Brand Finance tracked the personal reputation of the world’s top CEOs with a survey of 1000 analysts and journalists, and cross referenced it with its Global Brand Equity Monitor, an annual research programme tracking over 4,000 brands.

As illustrated in the below graph, brand portfolio reputation rises with CEO reputation, indicating the two are correlated.

Source: Brand Finance

The relationship goes both ways, Brown notes. “An organisation with a reputable brand or brands will have a halo effect on its CEO.”

Brown takes the example of Elon Musk, the famously outspoken founder and CEO of electric car company Tesla. Year-on-year tracking shows that as his own reputation as CEO saw an uptick, so too did the brand reputation of Tesla in the USA among consumers.

Between 2021 and 2022, Musk’s reputation score out of ten grew from 7.6 to 8. Meanwhile, Tesla’s reputation grew from 7.2 to 8.6.

The opposite effect can also take place, however.

“When reputational crisis hits a company, this can seriously damage personal reputation of a CEO,” Brown explains.

“Simultaneously, personal reputational issues can have a negative impact on the reputation of a company’s brands.”

The last year has since a number of CEO controversies make national news, most notably P&O Ferries’ CEO Peter Hebblethwaite’s decision to unceremoniously sack around 800 staff without warning in April, and accusations levelled at BrewDog CEO James Watt last June that he fostered a “culture of fear” for employees internally and faked publicity stunts.

BrewDog’s reputation score plummeted from 19.1 to just 1.6 in the aftermath of the accusations, according to YouGov’s brand health tracker BrandIndex. As of 13 May, that score has fallen further to -0.2, as Watt continues to find himself subjected to criticism in the national press.

Meanwhile, P&O Ferries’ reputation metric fell from 16.7 to -9.5 following the mass firing. Hebblethwaite later admitted to a parliamentary select committee that he had broken the law with the decision, and was branded “the most hated man in Britain” by Scottish Labour MSP Monica Lennon. As of 13 May, P&O’s score has declined as far as -42.4,

P&O is the rare reputation crisis that really does matter

Although all CEOs can impact the reputation of their brands, founder-run organisations like BrewDog and Tesla see a particularly strong connection, Brown says.

Outliers to the rule

There are some “outliers”, however. Brown says this can be explained by CEOs who are relatively new to their role.

“The brand portfolios with the lowest reputation have new CEOs,” she explains.

“CEOs who have been in position for more than 10 years tend to achieve average or higher reputation for their brands.”

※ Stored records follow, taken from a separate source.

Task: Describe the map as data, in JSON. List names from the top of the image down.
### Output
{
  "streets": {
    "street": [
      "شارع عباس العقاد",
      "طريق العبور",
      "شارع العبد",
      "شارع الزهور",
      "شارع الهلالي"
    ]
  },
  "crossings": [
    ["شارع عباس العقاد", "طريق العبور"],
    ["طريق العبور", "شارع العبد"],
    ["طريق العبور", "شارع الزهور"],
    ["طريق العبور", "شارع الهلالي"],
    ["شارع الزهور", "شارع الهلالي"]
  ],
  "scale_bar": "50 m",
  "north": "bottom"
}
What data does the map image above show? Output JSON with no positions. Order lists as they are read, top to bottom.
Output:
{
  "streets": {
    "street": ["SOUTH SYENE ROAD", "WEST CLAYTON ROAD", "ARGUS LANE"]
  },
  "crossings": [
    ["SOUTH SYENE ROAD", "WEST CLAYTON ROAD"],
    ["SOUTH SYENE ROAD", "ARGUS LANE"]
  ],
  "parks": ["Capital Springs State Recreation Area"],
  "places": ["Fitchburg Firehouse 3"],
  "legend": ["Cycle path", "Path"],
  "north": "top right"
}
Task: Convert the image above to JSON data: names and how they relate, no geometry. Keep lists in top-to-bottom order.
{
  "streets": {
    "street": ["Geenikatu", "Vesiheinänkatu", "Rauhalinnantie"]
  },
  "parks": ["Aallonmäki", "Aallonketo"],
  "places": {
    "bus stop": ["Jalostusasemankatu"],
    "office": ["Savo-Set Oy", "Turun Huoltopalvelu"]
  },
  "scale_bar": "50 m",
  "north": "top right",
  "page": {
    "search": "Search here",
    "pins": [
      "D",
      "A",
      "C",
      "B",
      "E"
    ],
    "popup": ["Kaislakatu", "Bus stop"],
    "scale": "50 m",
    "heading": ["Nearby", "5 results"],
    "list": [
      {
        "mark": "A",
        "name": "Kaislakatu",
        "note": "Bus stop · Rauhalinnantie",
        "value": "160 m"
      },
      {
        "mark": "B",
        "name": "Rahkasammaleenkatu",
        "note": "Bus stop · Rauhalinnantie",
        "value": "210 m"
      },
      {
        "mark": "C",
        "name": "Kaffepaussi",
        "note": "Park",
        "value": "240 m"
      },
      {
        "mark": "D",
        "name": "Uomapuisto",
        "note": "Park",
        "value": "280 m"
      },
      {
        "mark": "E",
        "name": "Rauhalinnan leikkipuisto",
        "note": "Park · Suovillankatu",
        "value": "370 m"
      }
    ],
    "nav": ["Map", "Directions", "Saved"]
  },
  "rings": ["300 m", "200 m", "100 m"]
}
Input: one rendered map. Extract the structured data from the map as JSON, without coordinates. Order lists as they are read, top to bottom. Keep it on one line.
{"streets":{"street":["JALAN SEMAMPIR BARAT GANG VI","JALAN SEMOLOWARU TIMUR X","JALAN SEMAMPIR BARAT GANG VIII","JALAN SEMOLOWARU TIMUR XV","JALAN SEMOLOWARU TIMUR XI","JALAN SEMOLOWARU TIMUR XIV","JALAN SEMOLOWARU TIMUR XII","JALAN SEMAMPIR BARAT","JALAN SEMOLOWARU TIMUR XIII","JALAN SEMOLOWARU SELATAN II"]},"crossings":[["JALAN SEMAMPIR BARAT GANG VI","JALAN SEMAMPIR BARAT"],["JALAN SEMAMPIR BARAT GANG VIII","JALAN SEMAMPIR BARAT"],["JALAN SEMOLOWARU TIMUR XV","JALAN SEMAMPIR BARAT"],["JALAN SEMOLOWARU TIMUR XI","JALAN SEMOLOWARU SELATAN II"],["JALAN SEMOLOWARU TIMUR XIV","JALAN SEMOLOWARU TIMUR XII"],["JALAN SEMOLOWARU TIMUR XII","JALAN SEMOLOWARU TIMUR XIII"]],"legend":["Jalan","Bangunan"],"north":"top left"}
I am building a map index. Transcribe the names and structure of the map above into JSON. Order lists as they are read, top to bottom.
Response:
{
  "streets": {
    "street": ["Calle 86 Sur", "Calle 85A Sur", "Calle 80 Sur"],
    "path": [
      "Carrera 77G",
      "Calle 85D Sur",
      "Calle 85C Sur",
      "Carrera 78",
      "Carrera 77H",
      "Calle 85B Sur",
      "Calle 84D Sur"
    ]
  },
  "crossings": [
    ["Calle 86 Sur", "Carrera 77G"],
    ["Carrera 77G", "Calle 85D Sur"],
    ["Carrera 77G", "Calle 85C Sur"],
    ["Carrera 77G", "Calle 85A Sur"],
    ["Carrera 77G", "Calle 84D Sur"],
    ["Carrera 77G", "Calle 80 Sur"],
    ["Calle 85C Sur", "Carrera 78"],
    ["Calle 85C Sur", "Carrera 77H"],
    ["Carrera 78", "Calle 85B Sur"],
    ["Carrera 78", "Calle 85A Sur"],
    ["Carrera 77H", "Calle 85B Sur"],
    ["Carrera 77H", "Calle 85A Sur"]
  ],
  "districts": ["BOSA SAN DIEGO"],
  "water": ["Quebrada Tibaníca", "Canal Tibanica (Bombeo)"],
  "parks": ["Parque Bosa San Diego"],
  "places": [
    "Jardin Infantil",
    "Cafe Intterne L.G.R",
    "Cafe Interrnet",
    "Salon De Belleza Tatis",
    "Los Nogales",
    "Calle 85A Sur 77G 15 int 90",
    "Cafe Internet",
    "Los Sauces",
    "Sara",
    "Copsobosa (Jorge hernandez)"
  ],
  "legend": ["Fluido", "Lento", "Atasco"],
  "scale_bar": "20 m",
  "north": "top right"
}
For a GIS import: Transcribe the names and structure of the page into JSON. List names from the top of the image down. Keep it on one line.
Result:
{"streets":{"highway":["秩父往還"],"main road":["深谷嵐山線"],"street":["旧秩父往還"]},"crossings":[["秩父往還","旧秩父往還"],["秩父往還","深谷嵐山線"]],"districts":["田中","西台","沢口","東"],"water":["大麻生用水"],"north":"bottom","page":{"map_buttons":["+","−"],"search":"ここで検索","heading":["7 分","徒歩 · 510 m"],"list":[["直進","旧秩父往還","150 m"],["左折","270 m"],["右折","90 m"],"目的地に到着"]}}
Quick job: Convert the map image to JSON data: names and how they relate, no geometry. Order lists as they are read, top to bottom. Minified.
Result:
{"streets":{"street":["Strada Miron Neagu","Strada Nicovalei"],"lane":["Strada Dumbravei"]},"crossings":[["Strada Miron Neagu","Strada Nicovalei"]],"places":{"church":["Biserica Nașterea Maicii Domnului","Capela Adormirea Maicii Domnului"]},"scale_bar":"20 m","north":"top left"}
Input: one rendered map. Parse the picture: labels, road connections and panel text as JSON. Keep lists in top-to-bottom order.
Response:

According to Brown, this suggests stability in leadership is “good for brands”, and that brands with reputational issues may hire a new CEO to try to reshape the company and reverse its reputational damages.

Source: Brand Finance

Businesses that take a house of brands approach to branding may also see less of a strong connection between their CEO’s reputation and that of their brands, because the link between the two is “weaker”. For example, people may know Alan Jope as the CEO of Unilever, but not necessarily make the connection to Magnum, or any of the FMCG giant’s other brands.

“Therefore, the impact of CEO reputation on brand perception and vice-versa is less acute,” Brown says. “That said, there are some house of brand organisations which have one of the consumer brands also as the company name – Coca-Cola, for example. In these cases, the link is more tangible.”

Overall, Brown says the research provides further evidence that CEOs are “increasingly” seen as the face of the organisations they represent.

“It is crucial for CEOs to uphold the values of their brands. The CEO is ultimately accountable for everything in an organisation,” she says.

“Particularly in founder-run, mono-branded organisations, CEOs are perhaps one of the most underrated marketing tools that a CMO has at their disposal.”